Dad on a Lark Blog
by Rand Richards Cooper
Lark (lärk): noun. 1. a carefree or spirited adventure. 2. a harmless prank
Dad on a Lark Blog
Lark (lärk): noun. 1. a carefree or spirited adventure. 2. a harmless prank
Licensed to Chill
0 |
Posted December 24, 2008
Last weekend, Molly went to New York to see a friend, taking Larkin along. They drove away at 4 on Saturday, and I didn't see them again until Sunday night at 10, when I carried Larkin, asleep and clinging to my neck, back up to her room.
Thirty hours of freedom, all for me. The time stretched out in front of me like an enormous cake. Where to bite first?
Biology teaches us that the freed parent will hurtle toward whatever he or she feels most deprived of. Within 10 minutes of Molly and Larkin's exit, I was scanning the local movie listings. Movies are a near-universal casualty of early parenthood, since the added cost of a sitter pushes an already pricy ticket over the edge. Bundling my pleasures together, I decided to stop first at a Laotian restaurant I hadn't been to for ages -- Larkin having not yet developed a taste for larb kai or, for that matter, any restaurant not peopled by mobs of screaming kids.
And so at 5 p.m., when normally I'd be helping with the pesky task of getting Larkin to eat, there I was, sprawled in a booth at the East-West Grille, dining on fried dumplings, drinking beer, and reading my way through The New Yorker. From there it was a short hop to the theater and Quantum of Solace, the new James Bond movie.

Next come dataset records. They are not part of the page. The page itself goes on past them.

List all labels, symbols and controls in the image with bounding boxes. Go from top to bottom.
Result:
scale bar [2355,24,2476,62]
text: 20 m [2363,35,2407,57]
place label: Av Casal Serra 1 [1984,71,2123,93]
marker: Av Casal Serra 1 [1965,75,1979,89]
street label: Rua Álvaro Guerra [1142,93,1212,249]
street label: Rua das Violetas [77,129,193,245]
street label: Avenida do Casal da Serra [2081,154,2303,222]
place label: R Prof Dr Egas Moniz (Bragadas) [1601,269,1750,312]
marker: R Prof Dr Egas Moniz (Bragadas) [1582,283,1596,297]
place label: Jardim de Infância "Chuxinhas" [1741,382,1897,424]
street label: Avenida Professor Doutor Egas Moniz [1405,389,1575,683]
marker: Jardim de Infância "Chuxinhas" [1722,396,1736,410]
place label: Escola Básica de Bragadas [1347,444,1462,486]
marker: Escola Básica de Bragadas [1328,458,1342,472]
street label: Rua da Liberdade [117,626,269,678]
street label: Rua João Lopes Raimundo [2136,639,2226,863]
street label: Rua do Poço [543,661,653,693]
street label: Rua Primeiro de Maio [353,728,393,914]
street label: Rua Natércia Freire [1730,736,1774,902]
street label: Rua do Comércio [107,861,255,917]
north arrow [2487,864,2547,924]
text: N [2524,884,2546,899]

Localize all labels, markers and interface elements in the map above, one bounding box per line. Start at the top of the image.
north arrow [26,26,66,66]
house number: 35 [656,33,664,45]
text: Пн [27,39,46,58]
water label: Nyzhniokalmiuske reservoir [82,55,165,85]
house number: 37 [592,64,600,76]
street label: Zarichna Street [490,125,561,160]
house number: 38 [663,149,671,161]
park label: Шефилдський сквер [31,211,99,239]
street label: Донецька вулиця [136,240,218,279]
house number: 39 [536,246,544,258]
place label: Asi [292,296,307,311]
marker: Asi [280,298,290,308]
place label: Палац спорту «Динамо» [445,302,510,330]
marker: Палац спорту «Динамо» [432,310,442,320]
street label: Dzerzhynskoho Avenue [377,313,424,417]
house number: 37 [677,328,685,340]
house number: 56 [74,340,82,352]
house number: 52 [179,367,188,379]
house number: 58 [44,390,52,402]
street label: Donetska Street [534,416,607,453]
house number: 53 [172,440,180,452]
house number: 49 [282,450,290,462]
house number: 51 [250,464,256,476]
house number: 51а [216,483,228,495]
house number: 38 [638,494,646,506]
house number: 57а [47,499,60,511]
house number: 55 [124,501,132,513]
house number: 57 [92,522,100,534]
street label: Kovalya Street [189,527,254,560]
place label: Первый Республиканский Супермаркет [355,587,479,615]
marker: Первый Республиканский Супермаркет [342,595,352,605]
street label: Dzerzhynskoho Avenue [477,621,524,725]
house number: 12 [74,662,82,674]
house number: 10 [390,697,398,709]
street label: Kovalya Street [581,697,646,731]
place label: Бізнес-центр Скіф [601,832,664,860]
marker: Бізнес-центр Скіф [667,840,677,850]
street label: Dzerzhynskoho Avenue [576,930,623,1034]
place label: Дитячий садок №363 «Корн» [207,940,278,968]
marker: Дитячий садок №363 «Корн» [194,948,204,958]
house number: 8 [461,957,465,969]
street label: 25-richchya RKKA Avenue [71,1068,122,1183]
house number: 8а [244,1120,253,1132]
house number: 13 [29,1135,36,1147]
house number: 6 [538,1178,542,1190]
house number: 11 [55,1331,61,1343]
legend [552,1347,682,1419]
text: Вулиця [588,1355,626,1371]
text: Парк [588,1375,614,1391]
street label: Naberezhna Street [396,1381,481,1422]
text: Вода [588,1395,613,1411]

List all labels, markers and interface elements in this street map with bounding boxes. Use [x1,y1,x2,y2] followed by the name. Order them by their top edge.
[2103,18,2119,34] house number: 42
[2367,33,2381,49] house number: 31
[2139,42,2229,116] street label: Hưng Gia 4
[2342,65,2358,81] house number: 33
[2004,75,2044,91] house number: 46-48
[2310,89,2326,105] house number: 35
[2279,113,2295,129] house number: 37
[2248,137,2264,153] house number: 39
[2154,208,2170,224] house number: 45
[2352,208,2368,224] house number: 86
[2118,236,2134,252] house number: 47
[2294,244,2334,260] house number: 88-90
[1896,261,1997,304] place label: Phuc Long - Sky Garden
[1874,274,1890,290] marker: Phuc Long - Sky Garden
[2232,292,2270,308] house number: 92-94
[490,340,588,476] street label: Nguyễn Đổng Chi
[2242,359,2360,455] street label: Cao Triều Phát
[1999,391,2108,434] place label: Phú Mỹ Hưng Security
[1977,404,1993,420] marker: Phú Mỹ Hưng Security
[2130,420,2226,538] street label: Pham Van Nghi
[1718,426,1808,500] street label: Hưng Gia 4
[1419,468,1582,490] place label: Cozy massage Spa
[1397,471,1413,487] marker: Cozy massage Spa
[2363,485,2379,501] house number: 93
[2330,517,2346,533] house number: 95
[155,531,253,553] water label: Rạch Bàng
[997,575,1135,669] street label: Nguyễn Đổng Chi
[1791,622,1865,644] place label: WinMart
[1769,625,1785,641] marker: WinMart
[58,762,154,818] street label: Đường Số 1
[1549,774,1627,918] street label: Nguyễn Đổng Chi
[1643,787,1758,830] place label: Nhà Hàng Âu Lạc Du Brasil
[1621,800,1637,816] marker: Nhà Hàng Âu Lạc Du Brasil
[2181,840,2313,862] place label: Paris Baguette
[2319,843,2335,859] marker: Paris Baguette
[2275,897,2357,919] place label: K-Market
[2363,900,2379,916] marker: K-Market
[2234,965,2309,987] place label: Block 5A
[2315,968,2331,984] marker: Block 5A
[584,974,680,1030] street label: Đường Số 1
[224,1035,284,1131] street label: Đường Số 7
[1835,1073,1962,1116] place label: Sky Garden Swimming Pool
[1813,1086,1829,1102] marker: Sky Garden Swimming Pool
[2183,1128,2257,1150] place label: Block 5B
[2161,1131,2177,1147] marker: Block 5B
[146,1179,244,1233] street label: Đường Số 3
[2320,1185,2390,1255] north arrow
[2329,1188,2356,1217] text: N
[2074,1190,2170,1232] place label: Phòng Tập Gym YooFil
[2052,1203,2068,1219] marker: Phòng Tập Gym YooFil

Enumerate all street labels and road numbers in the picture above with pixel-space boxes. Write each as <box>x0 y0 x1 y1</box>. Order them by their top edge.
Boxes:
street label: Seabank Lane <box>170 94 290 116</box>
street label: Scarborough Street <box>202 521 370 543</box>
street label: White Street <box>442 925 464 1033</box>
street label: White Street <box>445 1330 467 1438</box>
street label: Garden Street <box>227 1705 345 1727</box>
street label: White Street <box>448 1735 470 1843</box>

By now I felt Bond-like myself, unattached and dangerous, with no mission other than to relax and enjoy myself -- a Dad, licensed to chill.
Back home, the house was still a mess from the helter-skelter of Molly and Larkin's rushed departure. Who cared? I ensconced myself in the recliner, put on a football game, and plowed through a stack of old New York Times, catching up on Business sections, even Science and Automotive -- all these compartments of the living, breathing world that I hadn't dipped into in months. Finally I went to bed, and slept eight hours solid, no wake-ups, no plaintive little girl in the night. Then it was up and out for a full-morning spree at the gym: two hours of basketball, Meet the Press from atop the exercise bike, a luxurious dip in the whirlpool.
I know, my weekend was a parody of maleness. But so what? It wasmy weekend! I was having a blast. Throughout, I kept experiencing a time-travel sensation, a strange sort of déjà vu. Finally I realized: The weekend felt like the old me; like life as I had known it for roughly 94 percent of my time on earth so far.
I'm currently writing a book about late-onset fatherhood, and the section I'm working on covers the years in Molly's and my marriage before Larkin was born. As I write about that time in our life together, I'll find myself committing a curious mental slip. Recounting, say, an anniversary trip we took in 2003, I'll instinctively ask myself, But what did we do with Larkin that day?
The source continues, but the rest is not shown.